The discrimination of Visayans and Mindanaoan seems to be never ending which independence from the Manila Government is the best solution. An independence that doesn't need to be a separate country from the Philippines, a genuine independence that the discrimination will end, and independence that the majority Spoken language "Binisaya" could be recognized as official language for both Bisayans and Mindanaoans.
Huge amount of taxes from Visayas and Mindanao are also sip by manila Government for its own development and less prioritized the impoverished remote Visayas and Mindanao Islands. Independence of Visayas and Mindanao could be the solution to have an even development in these regions in par with what is in Manila now.
The root of Conflict
Manila government is so bold to intervene the Mindanaoan government in selective way.
Manila could easily jump in and intervene the governance of any part of Visayas and Mindanao for publicity but not heartily.
Until now the Maguindanao Massacre is not properly addressed. The victims are still hungry for justice but the Manila Government is picky to give justice for the victims.
The Commission on Human Rights (CHR) wants to focus on the Davao Death Squad (DDS) which victims are drug pushers and drug lords but could not focus on the Maguindanao Massacre which victims are innocent civilian and media people.
It is right that we must not put the justice in our hand but the Commission on Human Rights (CHR) must prioritize the case which victims and innocent civilians and good people. The move of the Commission on Human Rights (CHR) is seems to get in favor for giving justice firs for the sore of the society than the innocent people who are victims of the massacre.
Manila Government jump into how Davao governs its people but it could not jump into giving justice for the Maguidanao Massacre.

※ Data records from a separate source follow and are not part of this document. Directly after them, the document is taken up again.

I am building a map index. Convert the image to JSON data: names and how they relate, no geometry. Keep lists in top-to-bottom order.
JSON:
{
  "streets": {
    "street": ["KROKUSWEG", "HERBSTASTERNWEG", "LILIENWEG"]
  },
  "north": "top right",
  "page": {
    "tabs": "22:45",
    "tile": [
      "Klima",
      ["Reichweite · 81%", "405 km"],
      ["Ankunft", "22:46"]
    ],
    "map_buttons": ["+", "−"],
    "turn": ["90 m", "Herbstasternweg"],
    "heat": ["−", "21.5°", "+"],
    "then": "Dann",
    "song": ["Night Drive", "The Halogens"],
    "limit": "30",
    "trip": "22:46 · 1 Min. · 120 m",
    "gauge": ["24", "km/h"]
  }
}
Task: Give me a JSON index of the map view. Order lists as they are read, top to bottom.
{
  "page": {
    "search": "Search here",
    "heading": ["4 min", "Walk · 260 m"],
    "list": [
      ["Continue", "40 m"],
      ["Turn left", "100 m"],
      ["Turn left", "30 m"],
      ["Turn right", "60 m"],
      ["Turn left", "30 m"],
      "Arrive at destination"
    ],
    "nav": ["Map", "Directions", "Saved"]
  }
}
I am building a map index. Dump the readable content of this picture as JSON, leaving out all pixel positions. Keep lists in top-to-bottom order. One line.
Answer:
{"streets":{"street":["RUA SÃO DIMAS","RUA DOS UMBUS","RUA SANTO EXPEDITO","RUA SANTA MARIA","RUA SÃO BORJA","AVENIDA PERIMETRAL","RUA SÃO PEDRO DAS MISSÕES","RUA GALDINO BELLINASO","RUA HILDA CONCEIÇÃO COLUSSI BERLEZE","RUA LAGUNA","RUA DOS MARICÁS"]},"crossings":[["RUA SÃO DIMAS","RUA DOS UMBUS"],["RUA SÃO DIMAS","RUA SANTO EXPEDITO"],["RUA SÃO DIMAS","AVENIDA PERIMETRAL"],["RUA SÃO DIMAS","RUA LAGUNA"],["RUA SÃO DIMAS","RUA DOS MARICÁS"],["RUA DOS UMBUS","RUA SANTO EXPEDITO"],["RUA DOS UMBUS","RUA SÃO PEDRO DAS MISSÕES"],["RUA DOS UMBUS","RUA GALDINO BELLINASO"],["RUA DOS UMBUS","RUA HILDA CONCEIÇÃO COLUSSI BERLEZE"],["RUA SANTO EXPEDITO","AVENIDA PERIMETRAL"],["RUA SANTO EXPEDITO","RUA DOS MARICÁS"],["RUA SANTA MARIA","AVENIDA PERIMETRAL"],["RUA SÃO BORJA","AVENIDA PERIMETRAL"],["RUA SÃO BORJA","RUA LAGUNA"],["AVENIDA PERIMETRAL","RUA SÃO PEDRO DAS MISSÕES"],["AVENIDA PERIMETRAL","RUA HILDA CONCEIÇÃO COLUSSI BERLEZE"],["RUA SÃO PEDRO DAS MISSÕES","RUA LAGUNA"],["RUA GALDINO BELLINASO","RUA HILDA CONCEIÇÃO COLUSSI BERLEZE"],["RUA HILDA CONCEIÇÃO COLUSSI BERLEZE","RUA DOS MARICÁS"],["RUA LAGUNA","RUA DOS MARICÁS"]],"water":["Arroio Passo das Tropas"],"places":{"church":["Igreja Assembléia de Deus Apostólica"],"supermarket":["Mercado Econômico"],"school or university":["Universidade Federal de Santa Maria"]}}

Manila culture and Mindanao Culture is absolutely different and direct exposure is important for them to understand what Mindanao is.
What is the root of conflict in Mindanao by the way? Conflict begins when a person is in the state of hunger and could not find any sources of bread to feed the aching stomach. The root of all conflict in Mindanao is hunger, hardship in life, joblessness, and injustice.
As long as the Manila government could not address the needed development in Mindanao, as long as there is not justice, as long as there is no Job; the Iron hand is needed to guide the people.
Rights group finds reason to probe Davao killings
The Commission on Human Rights (CHR) said it had found a pattern of selective and systematic extrajudicial killings of 206 individuals accused or suspected of committing various offenses by a vigilante group in Davao City from 2005 to 2009.
CHR Chairperson Loretta Ann Rosales presented the commission's findings on the activities of the so-called Davao Death Squad (DDS) in a statement issued Wednesday.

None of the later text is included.